In electric components with ceramic component bodies, an electrically conductive layer, which can generally be referred to as a contact lining, is applied to the ceramic body. That is the case, for instance, with temperature-dependent resistors or in microwave filters, which have a ceramic component body. That kind of contact lining may, for instance, be a copper layer or a nickel-copper layer. In the latter case, the copper is located on the outside.
Since the copper oxidizes, provisions must be made for passivating it, in order to avoid oxidation. A lead-tin layer, which preferably has a high melting point and at the same time is suitable for soldering the ceramic component body into a housing, is suitable for such passivation. A lead-tin layer of that kind applied to the surface of the ceramic body is composed of 95% lead and 5% tin, for example.
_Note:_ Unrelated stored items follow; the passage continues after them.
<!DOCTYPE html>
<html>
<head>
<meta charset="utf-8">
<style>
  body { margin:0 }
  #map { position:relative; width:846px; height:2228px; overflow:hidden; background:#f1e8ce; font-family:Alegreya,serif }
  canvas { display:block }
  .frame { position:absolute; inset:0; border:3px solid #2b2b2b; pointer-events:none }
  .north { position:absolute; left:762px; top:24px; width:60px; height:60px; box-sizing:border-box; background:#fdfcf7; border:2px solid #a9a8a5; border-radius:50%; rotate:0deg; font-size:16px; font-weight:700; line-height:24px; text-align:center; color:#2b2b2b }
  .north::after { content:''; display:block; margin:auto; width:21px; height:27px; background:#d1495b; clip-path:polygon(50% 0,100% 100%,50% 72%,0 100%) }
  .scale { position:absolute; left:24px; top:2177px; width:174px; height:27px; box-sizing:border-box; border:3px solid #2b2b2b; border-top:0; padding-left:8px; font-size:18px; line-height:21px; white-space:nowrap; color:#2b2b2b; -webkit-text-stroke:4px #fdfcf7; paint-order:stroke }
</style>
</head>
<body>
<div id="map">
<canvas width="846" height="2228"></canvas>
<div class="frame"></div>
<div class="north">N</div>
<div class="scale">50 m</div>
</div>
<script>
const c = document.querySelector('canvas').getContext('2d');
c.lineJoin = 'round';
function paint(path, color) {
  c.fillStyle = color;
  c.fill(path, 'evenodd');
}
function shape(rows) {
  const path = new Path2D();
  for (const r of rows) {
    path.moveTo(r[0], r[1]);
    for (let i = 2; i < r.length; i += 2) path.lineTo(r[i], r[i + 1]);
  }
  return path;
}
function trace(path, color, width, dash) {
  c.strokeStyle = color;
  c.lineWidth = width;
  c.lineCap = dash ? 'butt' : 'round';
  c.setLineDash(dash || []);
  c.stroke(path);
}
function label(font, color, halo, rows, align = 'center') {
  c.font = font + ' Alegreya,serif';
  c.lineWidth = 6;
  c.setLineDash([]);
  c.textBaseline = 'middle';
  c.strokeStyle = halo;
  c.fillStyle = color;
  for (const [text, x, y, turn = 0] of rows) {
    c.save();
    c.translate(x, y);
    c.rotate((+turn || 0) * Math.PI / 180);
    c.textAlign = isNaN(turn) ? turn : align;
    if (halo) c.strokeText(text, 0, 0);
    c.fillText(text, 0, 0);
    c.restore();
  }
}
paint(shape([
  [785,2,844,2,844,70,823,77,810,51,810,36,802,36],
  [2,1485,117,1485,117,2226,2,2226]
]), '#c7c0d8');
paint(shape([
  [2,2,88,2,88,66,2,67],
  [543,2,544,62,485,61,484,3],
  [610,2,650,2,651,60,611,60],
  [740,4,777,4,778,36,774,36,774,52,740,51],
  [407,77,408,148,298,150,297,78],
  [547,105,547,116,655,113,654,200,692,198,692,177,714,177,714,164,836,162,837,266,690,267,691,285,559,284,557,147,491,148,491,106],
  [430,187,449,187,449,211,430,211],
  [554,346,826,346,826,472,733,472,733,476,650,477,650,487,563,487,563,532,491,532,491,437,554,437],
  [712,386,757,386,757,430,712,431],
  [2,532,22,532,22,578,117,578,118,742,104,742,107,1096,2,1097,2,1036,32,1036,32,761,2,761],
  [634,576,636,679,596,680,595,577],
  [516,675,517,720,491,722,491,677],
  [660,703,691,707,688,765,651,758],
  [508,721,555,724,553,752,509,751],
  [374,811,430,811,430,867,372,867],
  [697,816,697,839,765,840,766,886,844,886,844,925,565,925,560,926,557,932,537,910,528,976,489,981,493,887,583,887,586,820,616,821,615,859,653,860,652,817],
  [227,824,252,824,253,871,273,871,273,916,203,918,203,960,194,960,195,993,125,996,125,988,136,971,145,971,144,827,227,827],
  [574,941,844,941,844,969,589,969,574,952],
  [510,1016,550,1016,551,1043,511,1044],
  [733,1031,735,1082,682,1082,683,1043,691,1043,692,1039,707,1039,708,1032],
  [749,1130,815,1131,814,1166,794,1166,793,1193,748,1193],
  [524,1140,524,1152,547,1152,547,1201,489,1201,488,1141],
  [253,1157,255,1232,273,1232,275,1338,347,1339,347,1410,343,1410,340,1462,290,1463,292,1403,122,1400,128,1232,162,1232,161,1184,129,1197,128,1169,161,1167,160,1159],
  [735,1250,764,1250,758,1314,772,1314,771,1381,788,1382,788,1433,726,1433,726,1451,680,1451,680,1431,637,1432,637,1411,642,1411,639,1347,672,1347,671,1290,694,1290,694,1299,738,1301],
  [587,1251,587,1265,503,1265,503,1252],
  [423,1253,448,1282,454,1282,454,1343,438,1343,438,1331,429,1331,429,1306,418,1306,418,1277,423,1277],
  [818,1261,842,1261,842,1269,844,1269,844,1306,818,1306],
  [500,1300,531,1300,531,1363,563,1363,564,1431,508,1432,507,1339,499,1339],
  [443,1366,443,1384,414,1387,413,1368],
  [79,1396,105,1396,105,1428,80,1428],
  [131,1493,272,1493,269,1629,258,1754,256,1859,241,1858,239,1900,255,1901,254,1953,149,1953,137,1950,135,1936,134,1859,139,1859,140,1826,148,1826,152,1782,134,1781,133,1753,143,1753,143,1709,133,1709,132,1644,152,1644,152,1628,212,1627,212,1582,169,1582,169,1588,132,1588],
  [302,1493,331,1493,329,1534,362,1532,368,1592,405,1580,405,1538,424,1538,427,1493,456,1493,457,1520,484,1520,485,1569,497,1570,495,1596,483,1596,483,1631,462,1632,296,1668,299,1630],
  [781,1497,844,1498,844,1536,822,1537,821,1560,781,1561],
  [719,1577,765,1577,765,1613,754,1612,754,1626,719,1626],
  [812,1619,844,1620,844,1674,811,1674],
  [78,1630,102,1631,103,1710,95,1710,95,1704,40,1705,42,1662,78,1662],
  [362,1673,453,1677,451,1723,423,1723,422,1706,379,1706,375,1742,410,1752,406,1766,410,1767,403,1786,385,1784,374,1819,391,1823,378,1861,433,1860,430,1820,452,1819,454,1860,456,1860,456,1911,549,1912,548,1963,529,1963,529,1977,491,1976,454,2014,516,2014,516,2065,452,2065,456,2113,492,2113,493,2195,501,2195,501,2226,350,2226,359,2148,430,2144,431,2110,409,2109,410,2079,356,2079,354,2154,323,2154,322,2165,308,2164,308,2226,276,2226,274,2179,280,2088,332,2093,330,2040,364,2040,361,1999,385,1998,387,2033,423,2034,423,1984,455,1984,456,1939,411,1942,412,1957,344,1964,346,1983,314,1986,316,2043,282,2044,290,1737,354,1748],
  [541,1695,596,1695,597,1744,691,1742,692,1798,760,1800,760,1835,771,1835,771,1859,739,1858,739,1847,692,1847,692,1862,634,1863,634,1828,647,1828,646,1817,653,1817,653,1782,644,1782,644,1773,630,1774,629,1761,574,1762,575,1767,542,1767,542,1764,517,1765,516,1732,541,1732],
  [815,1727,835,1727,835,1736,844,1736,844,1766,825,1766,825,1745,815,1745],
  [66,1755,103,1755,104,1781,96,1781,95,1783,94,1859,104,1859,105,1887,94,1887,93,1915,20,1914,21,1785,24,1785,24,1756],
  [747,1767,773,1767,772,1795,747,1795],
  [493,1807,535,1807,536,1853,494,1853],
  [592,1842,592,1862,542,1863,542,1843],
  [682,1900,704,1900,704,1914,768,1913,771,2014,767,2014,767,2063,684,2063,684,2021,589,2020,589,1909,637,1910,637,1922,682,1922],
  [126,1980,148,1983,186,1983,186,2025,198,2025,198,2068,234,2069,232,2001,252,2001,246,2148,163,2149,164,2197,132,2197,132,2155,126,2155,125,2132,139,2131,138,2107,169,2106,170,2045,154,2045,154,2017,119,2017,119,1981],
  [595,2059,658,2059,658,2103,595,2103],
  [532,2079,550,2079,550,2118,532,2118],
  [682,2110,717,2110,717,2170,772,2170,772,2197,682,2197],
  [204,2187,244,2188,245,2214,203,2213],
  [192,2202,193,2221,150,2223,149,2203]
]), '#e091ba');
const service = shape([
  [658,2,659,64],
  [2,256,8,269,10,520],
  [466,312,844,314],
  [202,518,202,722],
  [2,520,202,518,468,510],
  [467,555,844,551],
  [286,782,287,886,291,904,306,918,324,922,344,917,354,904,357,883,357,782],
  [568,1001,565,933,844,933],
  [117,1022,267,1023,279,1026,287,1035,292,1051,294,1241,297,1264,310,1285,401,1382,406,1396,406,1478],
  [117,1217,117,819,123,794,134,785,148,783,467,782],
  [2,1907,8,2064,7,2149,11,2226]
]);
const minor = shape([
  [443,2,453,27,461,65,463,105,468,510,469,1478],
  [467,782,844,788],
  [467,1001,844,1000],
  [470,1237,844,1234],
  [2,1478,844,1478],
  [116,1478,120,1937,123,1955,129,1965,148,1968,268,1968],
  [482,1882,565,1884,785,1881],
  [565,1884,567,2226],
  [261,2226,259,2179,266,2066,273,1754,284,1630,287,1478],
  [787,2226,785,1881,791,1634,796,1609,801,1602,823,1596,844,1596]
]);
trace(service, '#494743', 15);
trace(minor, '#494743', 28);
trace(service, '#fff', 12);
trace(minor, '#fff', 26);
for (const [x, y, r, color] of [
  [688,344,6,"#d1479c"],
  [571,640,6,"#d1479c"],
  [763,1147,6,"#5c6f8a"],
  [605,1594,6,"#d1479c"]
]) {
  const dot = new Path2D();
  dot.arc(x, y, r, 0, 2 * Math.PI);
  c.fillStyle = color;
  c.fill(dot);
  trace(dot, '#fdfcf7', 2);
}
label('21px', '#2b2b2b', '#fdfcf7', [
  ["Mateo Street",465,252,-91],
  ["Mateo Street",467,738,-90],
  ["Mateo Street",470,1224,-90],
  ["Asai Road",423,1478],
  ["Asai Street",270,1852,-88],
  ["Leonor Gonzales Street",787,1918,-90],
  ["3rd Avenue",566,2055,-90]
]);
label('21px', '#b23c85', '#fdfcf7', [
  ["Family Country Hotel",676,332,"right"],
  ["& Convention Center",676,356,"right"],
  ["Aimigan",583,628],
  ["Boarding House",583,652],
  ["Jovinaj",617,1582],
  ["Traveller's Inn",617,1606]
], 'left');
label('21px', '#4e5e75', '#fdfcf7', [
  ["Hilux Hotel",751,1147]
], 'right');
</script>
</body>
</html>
That kind of lead-tin layer with a high melting point is also especially suitable because it keeps the component fixed when the customer performs low-melting-point soldering of the component to install it in a circuit.
If, as described above, the lead-tin layer is applied to the surface of the ceramic body of the component, that is done by galvanizing techniques. In other words, the ceramic body is placed in a lead-tin bath. However, that kind of process is disadvantageous for environmental reasons, and in view of wastewater treatment is substantially more cost-intensive, especially because of the heavy metal, that is lead.